The strong opposition to David Johnston’s appointment as special rapporteur investigating Chinese interference in elections reveals how our times, and our politics, have changed.
In a previous column, I suggested that Conservative Leader Pierre Poilievre should accept Prime Minister Justin Trudeau’s choice of Mr. Johnston on the grounds that the former governor-general was appointed to that post by then-Conservative prime minister Stephen Harper, and that he is one of this country’s most trusted, and trustworthy, figures.
Instead, Mr. Poilievre assailed the choice on the grounds that Mr. Johnston was a friend of the Trudeau family and a member of the Pierre Elliott Trudeau Foundation, a charity.
“Justin Trudeau has named a ‘family friend,’ old neighbour from the cottage, and member of the Beijing-funded Trudeau foundation, to be the ‘independent’ rapporteur on Beijing’s interference,” he tweeted. “Get real. Trudeau must end his cover up. Call a public inquiry.”
Other Conservative MPs, including former leader Andrew Scheer and Thornhill MP Melissa Lantsman, also tweeted their objection. And many commentators, including my colleague Andrew Coyne and The Globe and Mail’s editorial board, cited Mr. Johnston’s friendship with the Trudeau family in criticizing the choice.
I believe that Mr. Johnston’s decades of service to this country, his unimpeachable integrity and his sound judgment more than compensate for any objections. This is an issue on which people of goodwill can simply disagree.
But other factors are also at work.
Much has been made of the toxicity of social media. But the decline of deference was under way long before that. In the main, it’s good that people are less willing than in the past to defer to authority, that they demand accountability from political and other leaders.
But an engrained cynicism has become an unwelcome byproduct of that process. The headline on John Ivison’s column in the National Post said it best: “David Johnston is a man of trust in a post-trust world.”
In this post-trust world, a new generation of conservatives is taking the stage. Many of them are fearsomely smart. Some of them are politically ruthless. All of them are contemptuous of the Laurentian political, academic and cultural elites who have traditionally run this country. Of course they would reject Mr. Johnston as rapporteur. He is as Laurentian as they come.
In Pierre Poilievre, they have found someone who speaks their language and shares their polarizing worldview. Mr. Poilievre was never a senior figure in Mr. Harper’s governments, arriving in cabinet late and spending most of that time in a minor portfolio. Mr. Harper distrusted the populist wing of the conservative base. It is why he left the Reform Party in the 1990s and why he kept most of the more populist MPs on the back bench. Mr. Poilievre courts populists with enthusiasm.
He must know that Mr. Harper likes and admires Mr. Johnston. But rather than respectfully expressing reservation about the appointment, the Conservative Leader tweets in derision. This isn’t Stephen Harper’s Conservative Party any more.
That said, Mr. Trudeau bears most of the blame for the hostility that greeted the announcement of Mr. Johnston as rapporteur. After more than seven years in office, polls show that most voters disapprove of his performance, and with good reason.

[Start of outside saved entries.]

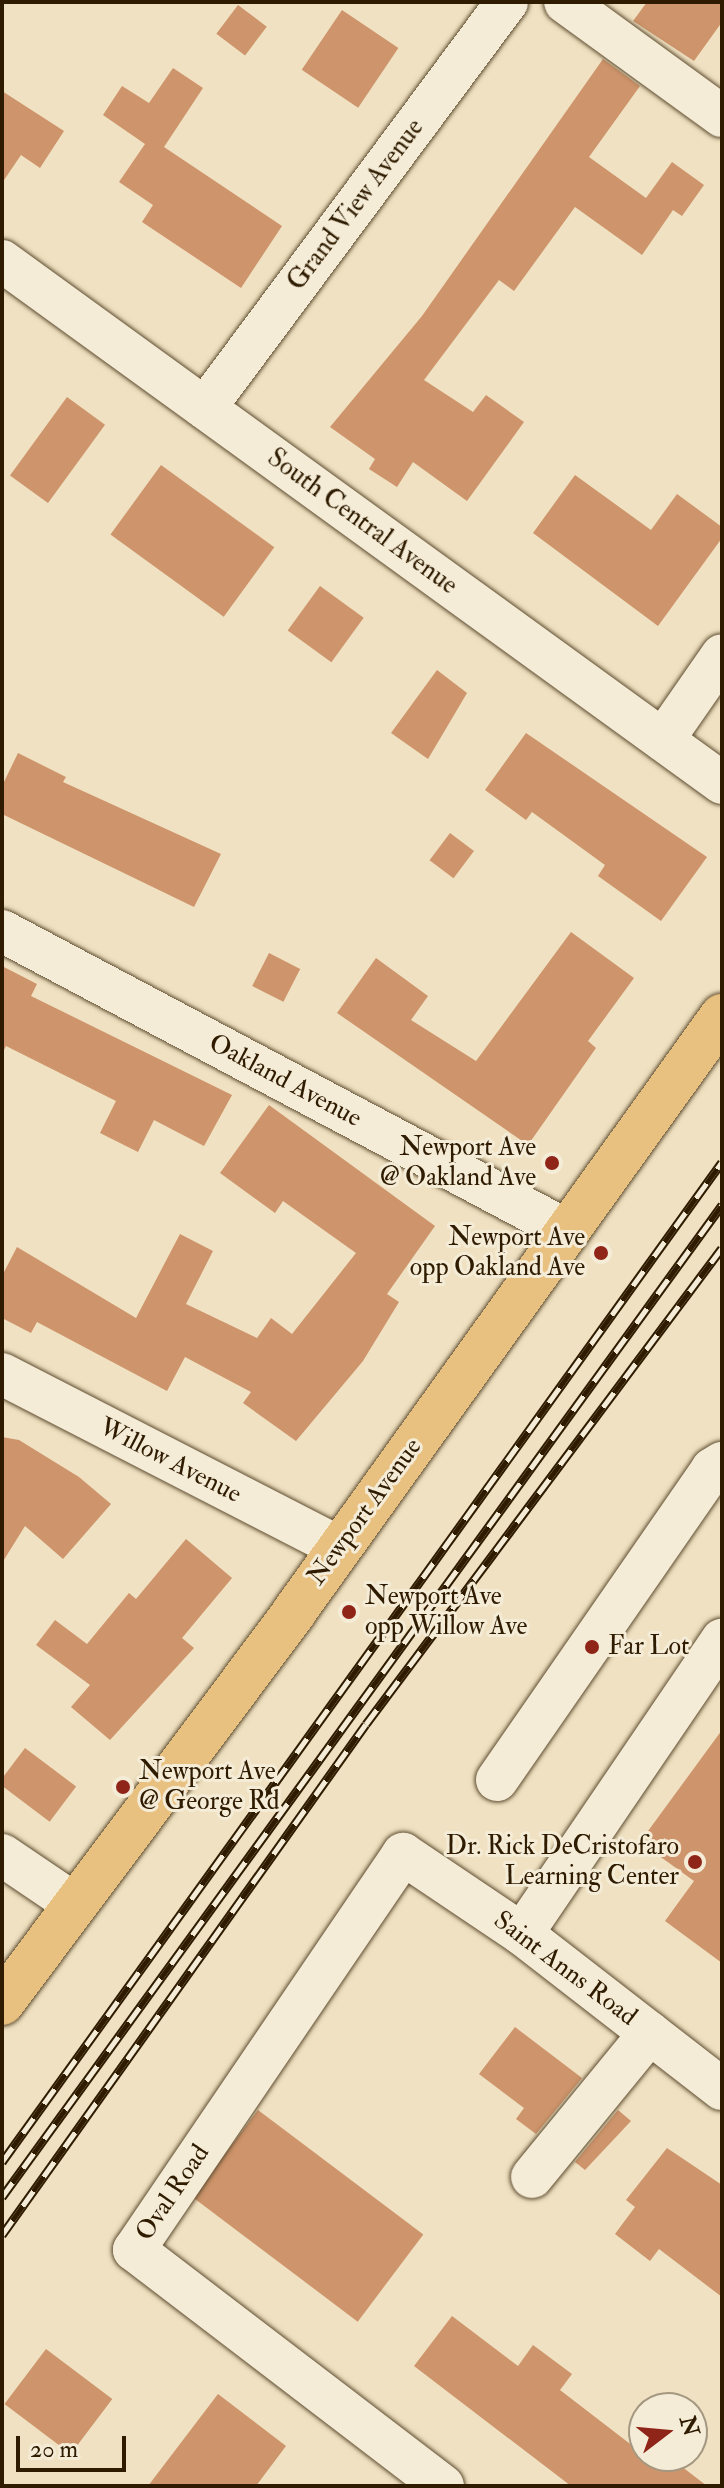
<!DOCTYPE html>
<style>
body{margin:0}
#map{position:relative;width:724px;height:2488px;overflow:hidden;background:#efe1c1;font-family:"IM FELL Double Pica",serif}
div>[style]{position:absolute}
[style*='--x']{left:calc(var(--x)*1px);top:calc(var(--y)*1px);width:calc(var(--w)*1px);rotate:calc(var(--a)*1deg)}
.building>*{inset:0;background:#ce946b;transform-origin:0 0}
.roads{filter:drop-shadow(0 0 2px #5e4c30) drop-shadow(0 0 2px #5e4c30)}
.minor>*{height:42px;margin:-21px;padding:0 21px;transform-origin:21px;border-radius:21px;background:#f5ecd7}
.major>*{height:44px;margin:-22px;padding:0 22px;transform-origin:22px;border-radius:22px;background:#e8c080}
.rail>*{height:9px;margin-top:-4.5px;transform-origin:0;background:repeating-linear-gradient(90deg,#f5ecd7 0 18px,#2e1b00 0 36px);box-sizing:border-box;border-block:2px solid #2e1b00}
.dots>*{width:22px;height:22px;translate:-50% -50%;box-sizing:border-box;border:4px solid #f5ecd7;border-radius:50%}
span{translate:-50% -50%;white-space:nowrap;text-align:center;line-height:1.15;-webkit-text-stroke:6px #f5ecd7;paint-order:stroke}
.street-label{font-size:26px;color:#2e1b00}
.poi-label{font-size:26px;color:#2e1b00}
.right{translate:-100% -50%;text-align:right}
.left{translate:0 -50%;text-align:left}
.frame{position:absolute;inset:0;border:4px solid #2e1b00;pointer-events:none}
.north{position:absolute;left:628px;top:2392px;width:80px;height:80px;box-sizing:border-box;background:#f5ecd7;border:2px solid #a59881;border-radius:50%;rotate:74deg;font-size:22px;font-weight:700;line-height:32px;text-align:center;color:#2e1b00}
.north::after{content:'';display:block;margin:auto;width:28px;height:36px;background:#8f2418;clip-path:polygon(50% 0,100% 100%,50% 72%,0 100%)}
.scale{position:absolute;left:16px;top:2436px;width:110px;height:36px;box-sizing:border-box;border:4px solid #2e1b00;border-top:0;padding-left:10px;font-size:24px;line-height:28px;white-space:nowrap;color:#2e1b00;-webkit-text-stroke:6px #f5ecd7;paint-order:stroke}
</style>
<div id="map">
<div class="building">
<div style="clip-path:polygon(647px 2px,722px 2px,722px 22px,694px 61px,633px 21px)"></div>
<div style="left:238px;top:5px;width:36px;height:36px;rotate:37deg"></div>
<div style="left:342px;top:10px;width:68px;height:72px;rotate:34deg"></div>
<div style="clip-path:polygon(603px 59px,640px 86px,589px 157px,646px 198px,672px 162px,704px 185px,682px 216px,673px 210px,642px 255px,575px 207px,514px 291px,499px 280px,424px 380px,473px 412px,486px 395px,524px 422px,467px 501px,413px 462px,397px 487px,369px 469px,375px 459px,330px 427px,422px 316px)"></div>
<div style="clip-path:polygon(173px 68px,203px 88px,164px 147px,282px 226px,241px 288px,142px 222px,153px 205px,119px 182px,145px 144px,103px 115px,122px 86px,149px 103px)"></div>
<div style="clip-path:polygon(2px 91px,64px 131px,40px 168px,21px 155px,2px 183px)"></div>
<div style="left:67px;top:397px;width:47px;height:97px;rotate:36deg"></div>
<div style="left:161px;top:465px;width:140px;height:86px;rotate:36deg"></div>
<div style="clip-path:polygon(575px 475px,651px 530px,677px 494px,722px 527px,722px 538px,658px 626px,533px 533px)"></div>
<div style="left:320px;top:586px;width:54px;height:55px;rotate:36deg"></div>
<div style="clip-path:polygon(437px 670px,467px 693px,428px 759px,391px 733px)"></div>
<div style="clip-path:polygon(526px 733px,707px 857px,661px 921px,598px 876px,605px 865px,532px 812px,526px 820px,485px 790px)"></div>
<div style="clip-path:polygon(18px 753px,66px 777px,63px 782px,221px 854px,194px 907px,2px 814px,2px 786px)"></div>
<div style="left:450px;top:833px;width:30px;height:34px;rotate:37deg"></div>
<div style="clip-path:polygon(571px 932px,634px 978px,588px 1041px,596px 1048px,528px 1145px,337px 1013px,376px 958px,428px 996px,411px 1020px,476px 1061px)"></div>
<div style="left:269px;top:953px;width:35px;height:37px;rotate:27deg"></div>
<div style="clip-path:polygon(2px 966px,37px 984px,31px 996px,232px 1095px,204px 1146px,154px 1120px,138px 1152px,100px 1133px,116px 1101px,6px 1046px,2px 1054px)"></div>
<div style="clip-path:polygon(269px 1105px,435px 1226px,387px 1294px,399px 1302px,363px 1361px,296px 1441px,243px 1403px,251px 1392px,185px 1357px,167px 1391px,37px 1322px,31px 1333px,2px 1318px,2px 1276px,17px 1247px,136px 1318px,180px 1234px,213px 1251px,186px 1304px,257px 1338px,271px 1318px,292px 1334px,356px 1253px,283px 1201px,275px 1213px,220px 1173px)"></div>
<div style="clip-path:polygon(2px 1437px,19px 1440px,79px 1477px,111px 1504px,63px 1559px,25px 1526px,2px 1563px)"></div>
<div style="clip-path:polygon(186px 1539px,232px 1578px,182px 1638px,194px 1648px,110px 1740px,71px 1707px,90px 1685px,36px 1645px,55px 1620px,87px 1644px,129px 1593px,136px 1599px)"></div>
<div style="clip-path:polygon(722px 1730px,722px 1963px,665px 1921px,694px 1881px,640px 1842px)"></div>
<div style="left:25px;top:1748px;width:64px;height:44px;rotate:37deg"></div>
<div style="clip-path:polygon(515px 2027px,582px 2078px,536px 2134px,516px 2119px,524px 2108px,479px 2074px)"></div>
<div style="left:258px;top:2110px;width:207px;height:109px;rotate:37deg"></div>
<div style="clip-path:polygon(618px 2110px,631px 2121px,585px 2170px,575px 2162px)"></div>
<div style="clip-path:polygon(667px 2148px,722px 2185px,722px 2297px,659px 2249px,650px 2261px,615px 2234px,635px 2207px,626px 2200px)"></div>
<div style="clip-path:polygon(452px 2316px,518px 2366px,533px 2345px,572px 2374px,560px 2390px,638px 2450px,644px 2442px,644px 2456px,668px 2456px,707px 2486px,571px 2486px,414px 2366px)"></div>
<div style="left:46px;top:2349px;width:83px;height:69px;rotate:37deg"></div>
<div style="clip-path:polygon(218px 2394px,286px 2446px,256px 2486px,148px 2486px)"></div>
</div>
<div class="roads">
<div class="minor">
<div style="--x:565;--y:2;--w:194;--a:36"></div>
<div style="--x:2;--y:261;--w:889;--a:35.94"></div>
<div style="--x:205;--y:408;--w:506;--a:-53.36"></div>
<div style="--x:663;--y:740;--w:103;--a:-55.2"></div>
<div style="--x:2;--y:931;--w:641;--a:27.93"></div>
<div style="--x:2;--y:1374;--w:379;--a:27.2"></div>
<div style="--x:497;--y:1780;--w:378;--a:-55.3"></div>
<div style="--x:712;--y:1469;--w:12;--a:-31"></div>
<div style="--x:2;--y:1855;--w:86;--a:34.1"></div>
<div style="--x:522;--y:1934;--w:356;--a:-55.8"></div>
<div style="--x:532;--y:2177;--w:186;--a:-50.7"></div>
<div style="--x:443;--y:2486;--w:389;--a:-142.6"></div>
<div style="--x:134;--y:2250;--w:479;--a:-55.8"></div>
<div style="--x:403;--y:1854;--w:143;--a:33.9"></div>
<div style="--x:522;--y:1934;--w:253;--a:37.8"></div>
</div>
<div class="major">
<div style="--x:2;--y:2003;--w:488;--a:-53.2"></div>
<div style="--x:294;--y:1612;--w:734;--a:-54.32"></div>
</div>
</div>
<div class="rail">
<div style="--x:2;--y:2162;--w:1232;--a:-54.25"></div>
<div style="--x:2;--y:2197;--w:1226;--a:-54.03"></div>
<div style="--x:2;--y:2235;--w:627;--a:-54.54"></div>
<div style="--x:366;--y:1724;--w:594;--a:-53.21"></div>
</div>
<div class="dots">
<div style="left:552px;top:1163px;background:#8f2418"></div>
<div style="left:601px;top:1253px;background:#8f2418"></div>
<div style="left:349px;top:1612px;background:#8f2418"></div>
<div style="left:592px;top:1647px;background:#8f2418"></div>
<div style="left:123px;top:1787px;background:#8f2418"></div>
<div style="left:695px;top:1862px;background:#8f2418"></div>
</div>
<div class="street-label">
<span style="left:356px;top:205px;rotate:-53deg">Grand View Avenue</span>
<span style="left:362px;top:522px;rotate:36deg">South Central Avenue</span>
<span style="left:285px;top:1081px;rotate:28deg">Oakland Avenue</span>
<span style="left:170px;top:1461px;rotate:27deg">Willow Avenue</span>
<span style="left:365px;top:1512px;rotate:-54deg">Newport Avenue</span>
<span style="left:565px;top:1969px;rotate:37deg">Saint Anns Road</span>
<span style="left:173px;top:2193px;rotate:-56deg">Oval Road</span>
</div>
<div class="poi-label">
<span class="right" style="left:536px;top:1163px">Newport Ave<br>@ Oakland Ave</span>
<span class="right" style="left:585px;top:1253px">Newport Ave<br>opp Oakland Ave</span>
<span class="left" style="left:365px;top:1612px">Newport Ave<br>opp Willow Ave</span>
<span class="left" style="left:608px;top:1647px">Far Lot</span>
<span class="left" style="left:139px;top:1787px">Newport Ave<br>@ George Rd</span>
<span class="right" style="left:679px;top:1862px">Dr. Rick DeCristofaro<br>Learning Center</span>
</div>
<div class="frame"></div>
<div class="north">N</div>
<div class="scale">20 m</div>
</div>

He dismissed the initial reports from The Globe and Global News of Chinese interference in federal elections. He blamed the whistle-blowers. He accused his critics of racism. MPs on a committee investigating the allegations filibustered. Finally, with the crisis escalating and all sides calling for a public inquiry, he promised to appoint a rapporteur to make recommendations on next steps.
The next step should have been to convene that public inquiry. There is a growing body of evidence that the Chinese government has attempted to manipulate elections in Canada, including the mayor’s race in Vancouver and the federal elections of 2019 and 2021. This interference, along with what the Prime Minister knew about it and what he did about it, must be thoroughly investigated.
In appointing a rapporteur to examine the files and make recommendations, Mr. Trudeau is delaying the inevitable. It’s a damn shame that the reputation of someone as honourable as David Johnston should be brought into question through the Prime Minister’s efforts to avoid responsibility.